Here’s why I think Aviva plc (LON: AV) has a brighter future than RSA Insurance Group plc (LON: RSA) and Standard Life Plc (LON: SL)

| More on:

The content of this article was relevant at the time of publishing. Circumstances change continuously and caution should therefore be exercised when relying upon any content contained within this article.

You’re reading a free article with opinions that may differ from The Motley Fool’s Premium Investing Services. Become a Motley Fool member today to get instant access to our top analyst recommendations, in-depth research, investing resources, and more. Learn More.

RISK WARNING: should you invest, the value of your investment may rise or fall and your capital is at risk. Before investing, your individual circumstances should be assessed. Consider taking independent financial advice. The Motley Fool believes in building wealth through long-term investing and so we do not promote or encourage high-risk activities including day trading, CFDs, spread betting, cryptocurrencies, and forex. Where we promote an affiliate partner’s brokerage products, these are focused on the trading of readily releasable securities.

Shares in Aviva (LSE: AV) (NYSE: AV.US) have disappointed somewhat thus far in 2015, with them being up just 4% despite the company’s improving financial performance. Of course, that’s still ahead of the FTSE 100’s performance but, with the Friends Life merger being relatively well received by the market due to its potential for considerable synergies, it is somewhat surprising that Aviva’s share price has not powered ahead.

Dividends

Having slashed dividends in 2013 by around 50%, Aviva has not been as appealing as an income play in recent years. However, that looks set to change, with the new and expanded Aviva due to see significant improvements to its cash flow that mean dividends per share could increase substantially.

Furthermore, Aviva’s improved profitability over the last couple of years has meant that its dividend payout ratio has now slipped back to just 44%. Although not ultra-low, there is considerable scope for a rise in the company’s payout ratio, which means that dividends per share should increase at a rapid rate over the medium term.

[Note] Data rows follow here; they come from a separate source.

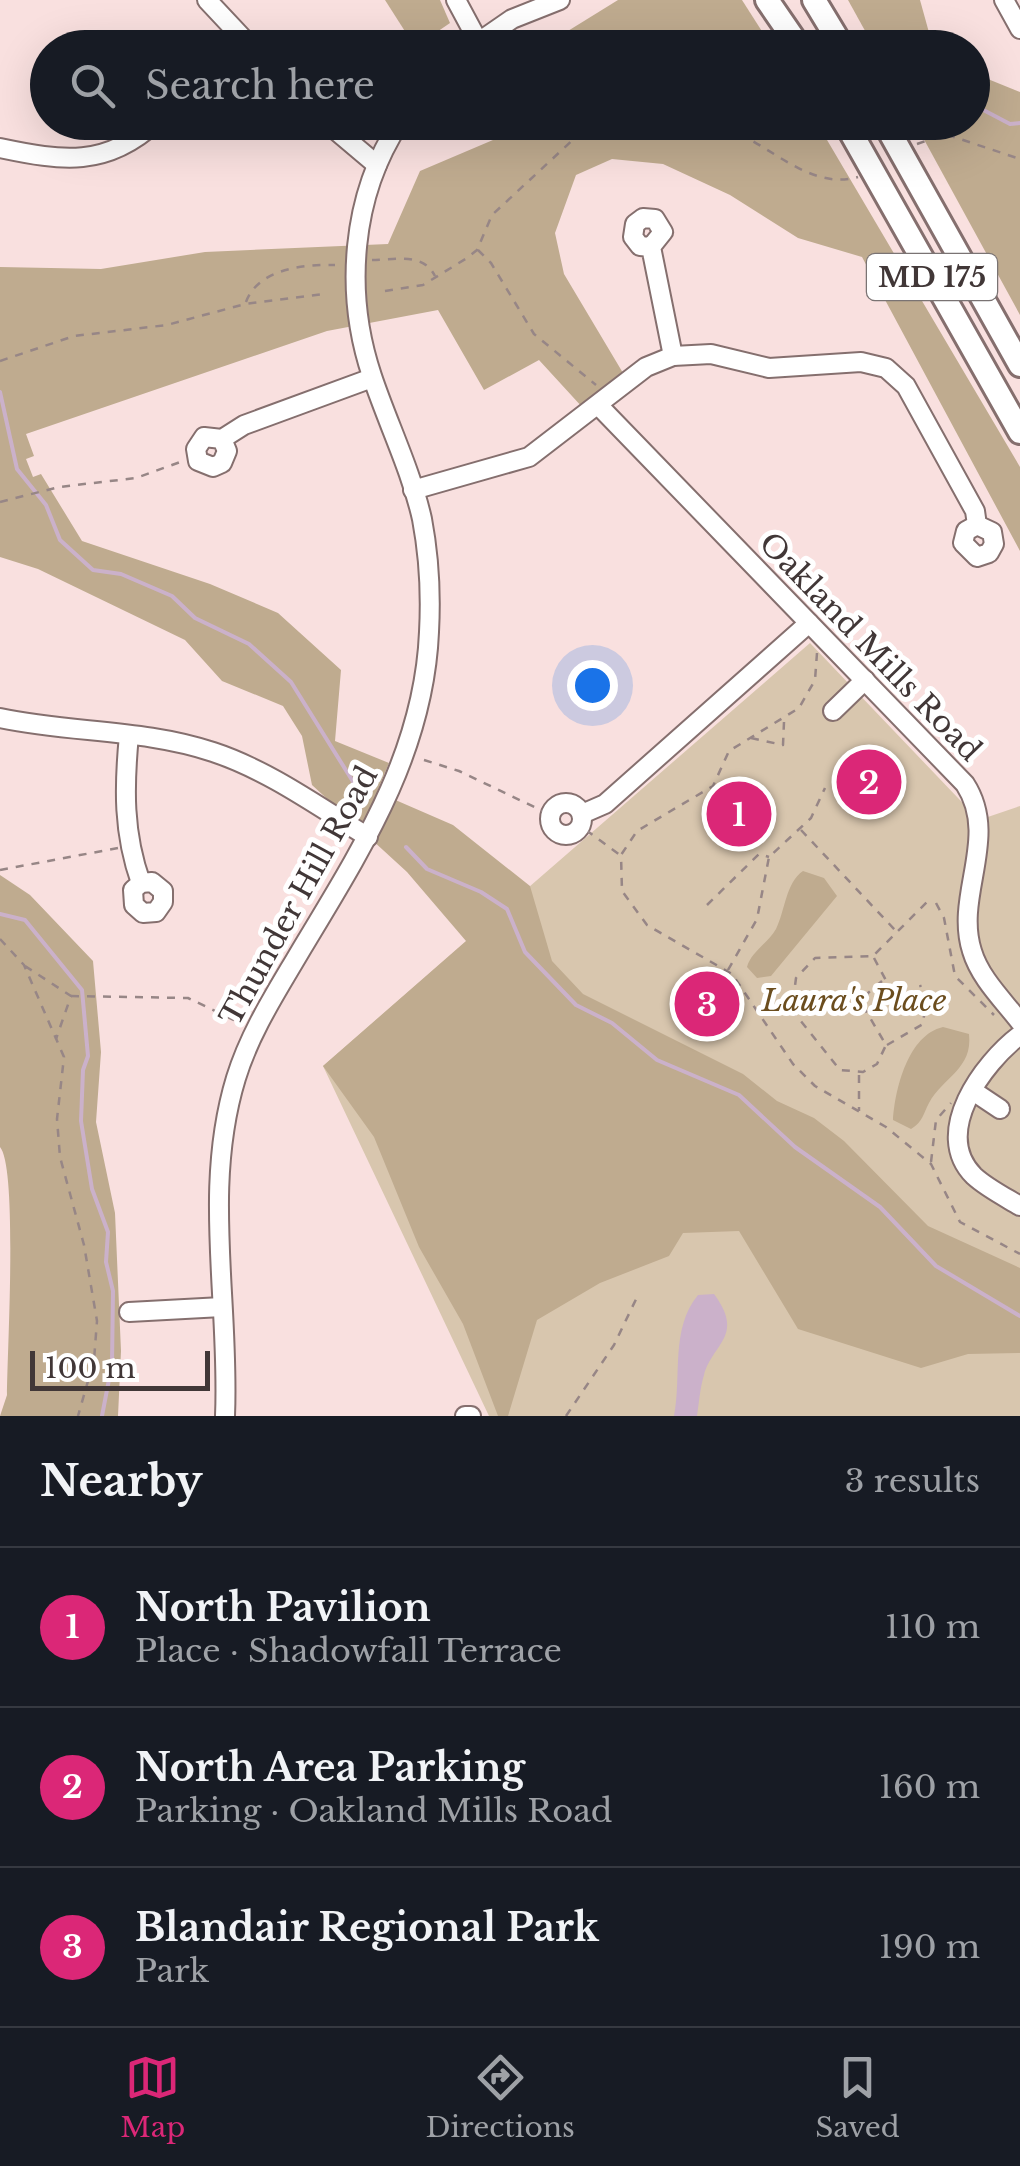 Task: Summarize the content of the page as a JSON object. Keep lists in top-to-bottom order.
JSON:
{
  "streets": {
    "main road": ["MD 175"],
    "street": ["Oakland Mills Road", "Thunder Hill Road"]
  },
  "parks": ["Laura's Place"],
  "scale_bar": "100 m",
  "page": {
    "search": "Search here",
    "pins": ["2", "1", "3"],
    "scale": "100 m",
    "heading": ["Nearby", "3 results"],
    "list": [
      {
        "mark": "1",
        "name": "North Pavilion",
        "note": "Place · Shadowfall Terrace",
        "value": "110 m"
      },
      {
        "mark": "2",
        "name": "North Area Parking",
        "note": "Parking · Oakland Mills Road",
        "value": "160 m"
      },
      {
        "mark": "3",
        "name": "Blandair Regional Park",
        "note": "Park",
        "value": "190 m"
      }
    ],
    "nav": ["Map", "Directions", "Saved"]
  }
}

Still, Aviva offers a superior yield to two of its insurance sector peers. For example, Aviva is expected to yield as much as 4.8% next year, while the likes of RSA (LSE: RSA) and Standard Life (LSE: SL) are forecast to yield 3.4% and 4.5% respectively next year. As such, investor sentiment in Aviva could improve over the next few years, as a relatively high yield and the scope for dividend increases sets it apart from other options within the insurance space.

Growth Potential

While Aviva is still on the road to recovery following a disappointing period that saw it make a loss in 2012, it is making excellent progress and has the scope to deliver strong growth moving forward. This is especially the case since Aviva is forecast to become the dominant player in the life insurance market with 16m customers, and is also set to deliver £225m in synergies per annum following the merger. Furthermore, the addition of Friends Life to Aviva should increase the company’s cash flow by an extra £600m per annum, thereby putting it on an even stronger financial footing.

Valuation

Despite its appealing growth prospects, Aviva continues to trade at a large discount to the wider index, and also to RSA and Standard Life. For example, Aviva has a price to earnings (P/E) ratio of just 10.8, which is much lower than the FTSE 100’s P/E ratio of around 15.5. It is also more appealing that RSA’s P/E ratio of 14.5 and Standard Life’s P/E ratio of 17.8.

Looking Ahead

Of course, both RSA and Standard Life also have bright futures. For example, RSA is in the midst of a turnaround plan that is seeing it rationalise its business so that it becomes more efficient, leaner and more profitable over the medium to long term. Likewise, Standard Life remains a hugely appealing stock, with its bottom line set to rise by 19% next year and it seemingly offering growth at a very reasonable price.

However, when it comes to the mix of growth, income and value, Aviva appears to be the best combination play at the moment. And, with the £5.6bn merger with Friends Life set to create an even more dominant business, now seems to be the perfect time to buy a slice of Aviva.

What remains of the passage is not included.